Conventional chemical/mechanical polishing (CMP) has been developed for providing smooth topographies of the various layers formed during semiconductor device manufacture. The CMP process involves holding, and rotating, a thin, reasonably flat, semiconductor wafer against a rotating polishing platen. The wafer may be repositioned radially within a set range on the polishing platen as the platen is rotated. The polishing surface, which is conventionally an open-celled, polyurethane pad affixed to the polishing platen, is wetted by a chemical slurry, under controlled chemical, pressure, and temperature conditions. The chemical slurry contains selected chemicals which etch or oxidize selected surfaces of the wafer during CMP in preparation for their mechanical removal. The slurry also contains a polishing agent, such as alumina or silica that is used as the abrasive material for the physical removal of the etched/oxidized material. The combination of chemical and mechanical removal of material during polishing results in superior planarization of the polished surface. In this process it is important to remove a sufficient amount of material to provide a smooth surface, without removing an excessive amount of underlying materials at each level of the manufacturing process to insure uniform and accurate formation of the semiconductor device at all subsequent levels. Accurate material removal is particularly important in today's sub-quarter micron technologies where it is critical to minimize thickness variation because the metal lines are getting thinner.

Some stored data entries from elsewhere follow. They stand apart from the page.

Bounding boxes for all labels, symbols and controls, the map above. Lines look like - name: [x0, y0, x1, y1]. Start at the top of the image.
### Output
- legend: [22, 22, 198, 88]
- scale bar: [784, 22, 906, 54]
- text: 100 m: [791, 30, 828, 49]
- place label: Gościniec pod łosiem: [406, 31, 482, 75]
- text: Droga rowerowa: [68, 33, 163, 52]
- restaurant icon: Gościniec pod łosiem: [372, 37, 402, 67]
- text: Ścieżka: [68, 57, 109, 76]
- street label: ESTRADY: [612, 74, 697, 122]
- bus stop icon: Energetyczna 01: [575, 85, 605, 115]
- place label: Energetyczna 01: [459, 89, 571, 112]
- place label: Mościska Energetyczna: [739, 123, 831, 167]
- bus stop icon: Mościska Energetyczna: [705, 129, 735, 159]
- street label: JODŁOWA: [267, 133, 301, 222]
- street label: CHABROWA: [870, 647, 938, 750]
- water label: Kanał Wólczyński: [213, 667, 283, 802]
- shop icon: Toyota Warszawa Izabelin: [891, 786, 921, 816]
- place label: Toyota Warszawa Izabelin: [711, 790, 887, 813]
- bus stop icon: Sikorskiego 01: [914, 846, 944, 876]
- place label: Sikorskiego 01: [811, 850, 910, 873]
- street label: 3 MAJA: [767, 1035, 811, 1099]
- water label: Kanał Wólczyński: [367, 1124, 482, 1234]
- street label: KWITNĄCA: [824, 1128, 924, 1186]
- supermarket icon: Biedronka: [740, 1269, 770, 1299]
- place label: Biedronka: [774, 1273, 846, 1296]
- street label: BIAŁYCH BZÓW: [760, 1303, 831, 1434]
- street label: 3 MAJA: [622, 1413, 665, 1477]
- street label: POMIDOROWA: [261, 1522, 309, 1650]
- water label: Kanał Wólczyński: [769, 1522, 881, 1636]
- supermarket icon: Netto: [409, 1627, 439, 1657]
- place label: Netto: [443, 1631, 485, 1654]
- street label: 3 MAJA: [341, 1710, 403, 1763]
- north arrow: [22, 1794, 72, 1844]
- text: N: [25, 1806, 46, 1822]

The carrier head provides a controllable load, i.e., pressure, on the wafer to push it against the polishing pad. Some carrier heads include a flexible membrane that provides a mounting surface for the wafer, and a retaining ring to hold the membrane to the mounting surface. Pressurization or evacuation of a chamber behind the flexible membrane controls the load on the wafer. In addition to securing the membrane, the retainer ring acts as a wear surface to assist in the controlled polishing of the wafer. The retainer ring is secured to the periphery of the carrier which secures the edges of the membrane. Such retainer rings are typically secured either through the use of screws or an adhesive. The screw method and adhesive method of attaching the ring to the carrier tends to create uneven wear. Screwing the ring down tends to buckle the ring slightly. As for the adhesive method, it is very difficult to apply the adhesive evenly, which causes slight raises or dips in the ring. If the retainer ring does not seat on the polishing pad evenly, this can cause undesired stresses on the wafer.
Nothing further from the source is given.